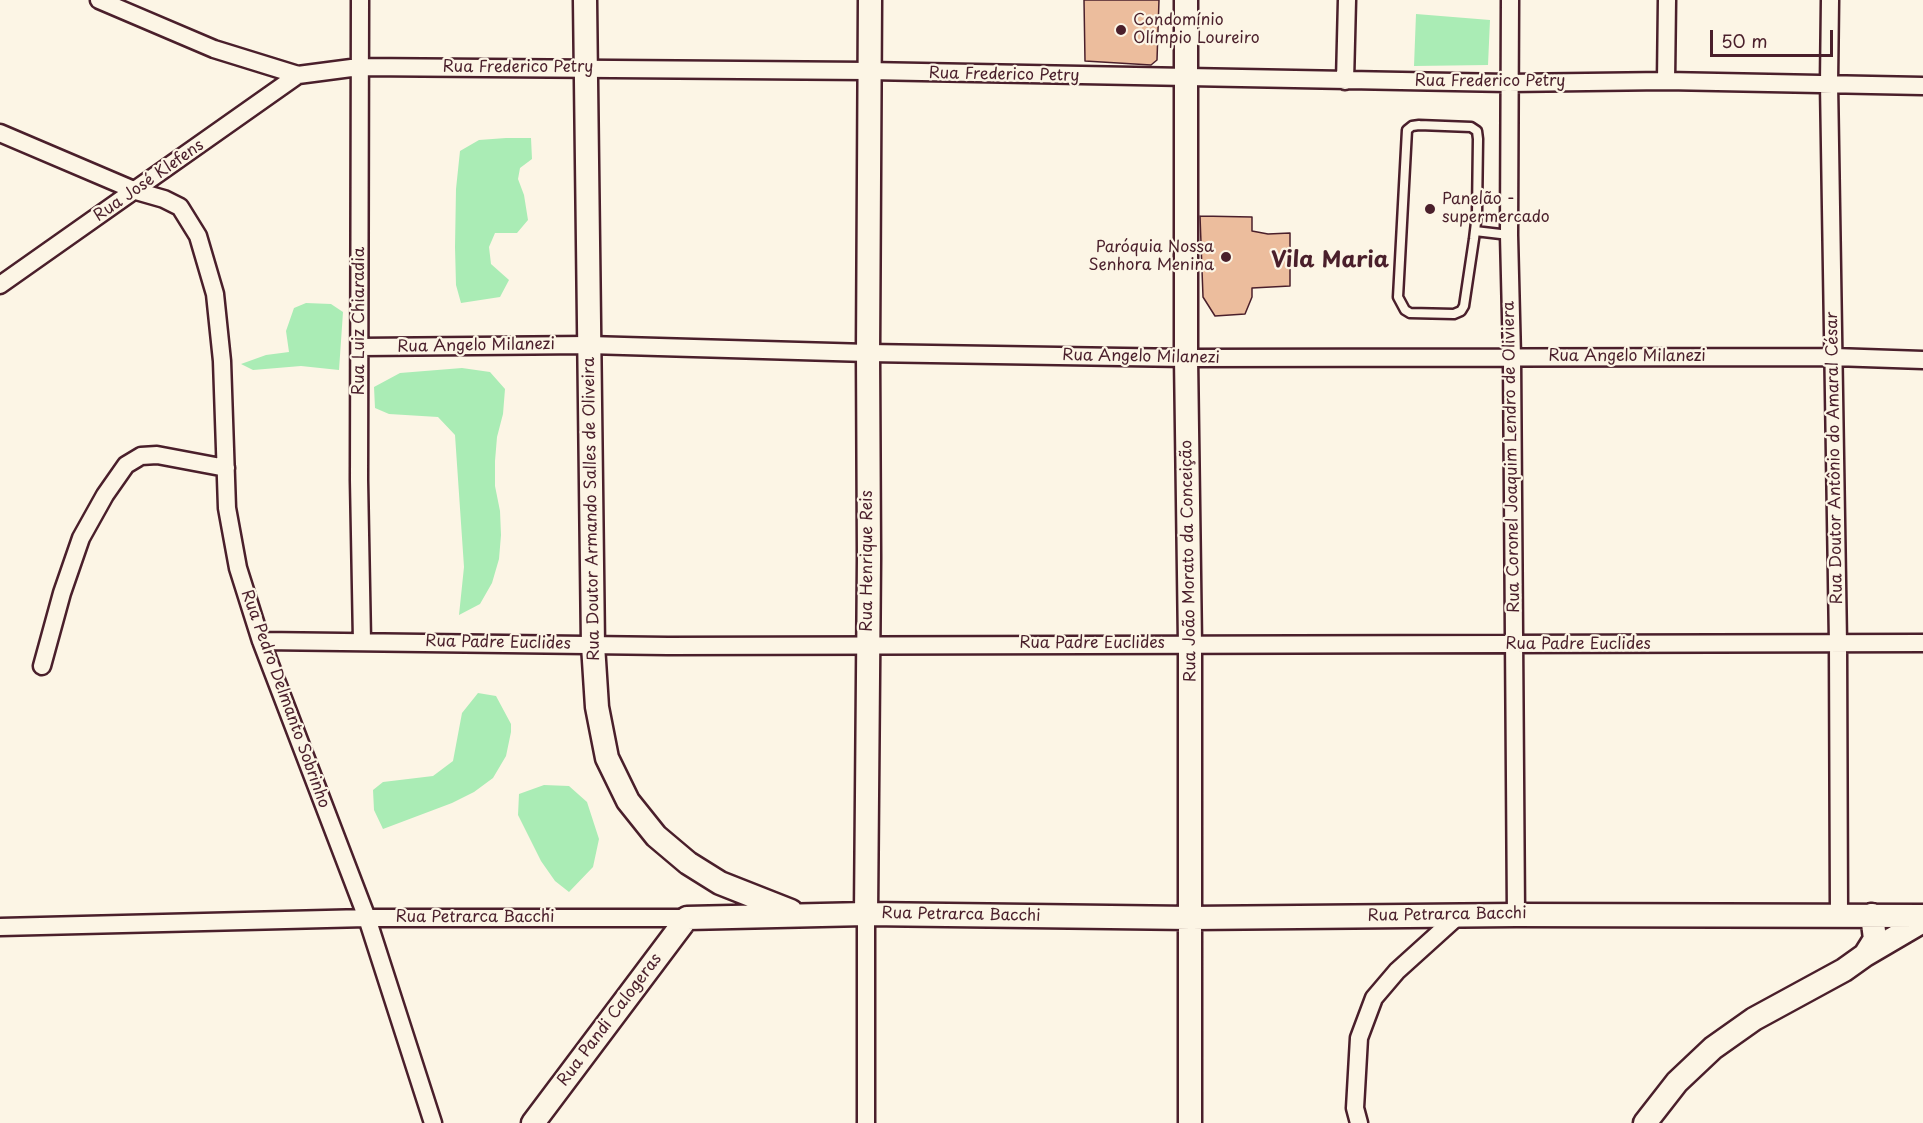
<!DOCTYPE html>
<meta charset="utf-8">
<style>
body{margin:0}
#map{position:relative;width:1923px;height:1123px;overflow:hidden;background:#fcf5e5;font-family:"Playpen Sans",sans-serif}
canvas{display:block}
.scale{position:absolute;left:1710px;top:30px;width:123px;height:27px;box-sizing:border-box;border:3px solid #4a1f2b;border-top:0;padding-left:8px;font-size:18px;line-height:21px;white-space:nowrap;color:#4a1f2b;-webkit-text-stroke:4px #fcf5e5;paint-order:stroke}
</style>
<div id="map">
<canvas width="1923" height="1123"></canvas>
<div class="scale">50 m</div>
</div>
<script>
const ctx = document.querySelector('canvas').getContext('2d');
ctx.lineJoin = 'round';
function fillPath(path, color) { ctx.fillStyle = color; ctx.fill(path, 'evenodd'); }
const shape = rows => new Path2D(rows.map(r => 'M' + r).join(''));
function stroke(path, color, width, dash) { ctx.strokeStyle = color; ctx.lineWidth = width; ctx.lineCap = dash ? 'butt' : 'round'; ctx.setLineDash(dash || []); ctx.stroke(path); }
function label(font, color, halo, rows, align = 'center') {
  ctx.font = font + ' "Playpen Sans",sans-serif'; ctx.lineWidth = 4.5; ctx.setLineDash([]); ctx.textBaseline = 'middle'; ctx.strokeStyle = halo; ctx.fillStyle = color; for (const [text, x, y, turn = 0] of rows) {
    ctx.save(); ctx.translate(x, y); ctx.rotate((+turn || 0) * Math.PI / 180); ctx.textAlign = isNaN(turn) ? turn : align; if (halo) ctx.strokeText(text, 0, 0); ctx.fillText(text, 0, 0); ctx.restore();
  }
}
fillPath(shape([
 [1416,14,1490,20,1488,65,1414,66],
 [506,138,531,138,532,159,520,168,518,179,524,195,528,220,517,233,495,233,489,247,491,264,509,280,500,297,461,303,456,285,455,247,456,189,460,151,479,140],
 [306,303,331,304,343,312,339,370,301,366,253,370,241,364,266,355,289,352,286,331,294,308],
 [462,368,490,372,505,389,503,414,497,437,495,461,495,486,500,511,501,535,499,559,492,583,480,604,459,615,464,567,455,435,438,417,389,414,375,408,374,387,400,373],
 [478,693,496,696,511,724,511,732,506,756,493,778,474,792,452,803,383,829,374,810,373,790,383,782,433,776,453,761,462,713],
 [544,785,569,786,587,802,599,839,593,867,569,892,555,881,541,861,518,815,519,794]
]), '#aaecb5');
const building = shape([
 [1084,0,1159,0,1157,60,1151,65,1085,61,1084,0],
 [1200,216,1252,217,1252,231,1268,234,1290,233,1290,286,1252,288,1252,297,1245,314,1215,316,1203,297,1200,216]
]);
fillPath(building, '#ecbd9d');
stroke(building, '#4a1f2b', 1.5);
const lane = shape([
 [1419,125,1471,127,1477,131,1478,139,1477,214,1474,239,1464,306,1461,311,1454,314,1410,313,1405,310,1398,297,1407,130,1412,126,1419,125],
 [1475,231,1509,235]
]);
const street = shape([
 [99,0,214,49,298,75,359,67,868,71,1508,83,1666,81,1923,86],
 [360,0,359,480,362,641],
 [1510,0,1509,235,1512,358,1516,915],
 [1830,0,1829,83,1838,643,1839,915],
 [1345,81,1347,0],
 [1666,81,1667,0],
 [0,133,136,191,164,199,180,207,198,236,215,294,222,361,227,508,238,568,261,641,367,918,433,1123],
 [0,285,298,75],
 [360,347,589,345,868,353,1186,358,1834,357,1923,360],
 [261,641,668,646,1923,643],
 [42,666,62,593,81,538,105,495,126,465,141,456,157,455,226,468],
 [866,914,866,1123],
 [0,927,367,918,687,918],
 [1359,1123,1355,1108,1359,1038,1374,998,1397,971,1459,915]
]);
const secondary = shape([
 [585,0,593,645,597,707,607,758,628,801,656,836,688,863,720,883,791,911],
 [1186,0,1186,358,1190,644,1190,1123],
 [866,914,869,558,868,353,870,0],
 [1865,955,1923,921],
 [533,1123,687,918,866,914,1191,918,1516,915,1923,916],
 [1645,1123,1677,1082,1713,1048,1754,1019,1844,970,1865,955,1875,939,1872,915]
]);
stroke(lane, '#4a1f2b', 13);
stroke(street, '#4a1f2b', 21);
stroke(secondary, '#4a1f2b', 27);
stroke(lane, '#fcf5e5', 8);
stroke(street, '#fcf5e5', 16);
stroke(secondary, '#fcf5e5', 22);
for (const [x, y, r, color] of [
 [1121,30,6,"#4a1f2b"],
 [1430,209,6,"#4a1f2b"],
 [1226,257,6,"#4a1f2b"]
]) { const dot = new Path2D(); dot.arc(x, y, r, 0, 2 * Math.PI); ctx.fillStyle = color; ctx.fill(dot); stroke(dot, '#fcf5e5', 2); }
label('16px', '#4a1f2b', '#fcf5e5', [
 ["Condomínio",1133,21],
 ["Olímpio Loureiro",1133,39],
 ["Panelão -",1442,200],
 ["supermercado",1442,218],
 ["Paróquia Nossa",1214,248,"right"],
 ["Senhora Menina",1214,266,"right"]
], 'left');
label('16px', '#4a1f2b', '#fcf5e5', [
 ["Rua Frederico Petry",518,68],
 ["Rua Frederico Petry",1004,75,1],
 ["Rua Frederico Petry",1490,82],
 ["Rua José Klefens",149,181,-35],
 ["Rua Luiz Chiaradia",360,321,-90],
 ["Rua Angelo Milanezi",476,346,-1],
 ["Rua Angelo Milanezi",1141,357,1],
 ["Rua Angelo Milanezi",1627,357],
 ["Rua Coronel Joaquim Lendro de Oliviera",1512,457,-91],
 ["Rua Doutor Antônio do Amaral César",1835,458,-91],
 ["Rua Doutor Armando Salles de Oliveira",592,509,-91],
 ["Rua Henrique Reis",868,561,-90],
 ["Rua João Morato da Conceição",1189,561,-91],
 ["Rua Padre Euclides",498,643,1],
 ["Rua Padre Euclides",1092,644],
 ["Rua Padre Euclides",1578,645],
 ["Rua Pedro Delmanto Sobrinho",285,699,70],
 ["Rua Petrarca Bacchi",961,915,1],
 ["Rua Petrarca Bacchi",1447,915,-1],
 ["Rua Petrarca Bacchi",475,918],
 ["Rua Pandi Calogeras",610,1020,-53]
]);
label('bold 22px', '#4a1f2b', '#fcf5e5', [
 ["Vila Maria",1330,261]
]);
</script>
==*==
■ INSTRUCTIONS FOR THE TASK
From the data above, return every line from the line that has "function label(font, color, halo, rows, align" up to and including the line that has "ctx.font = font", exactly.

■ SOLUTION TO THIS EXERCISE
function label(font, color, halo, rows, align = 'center') {
  ctx.font = font + ' "Playpen Sans",sans-serif'; ctx.lineWidth = 4.5; ctx.setLineDash([]); ctx.textBaseline = 'middle'; ctx.strokeStyle = halo; ctx.fillStyle = color; for (const [text, x, y, turn = 0] of rows) {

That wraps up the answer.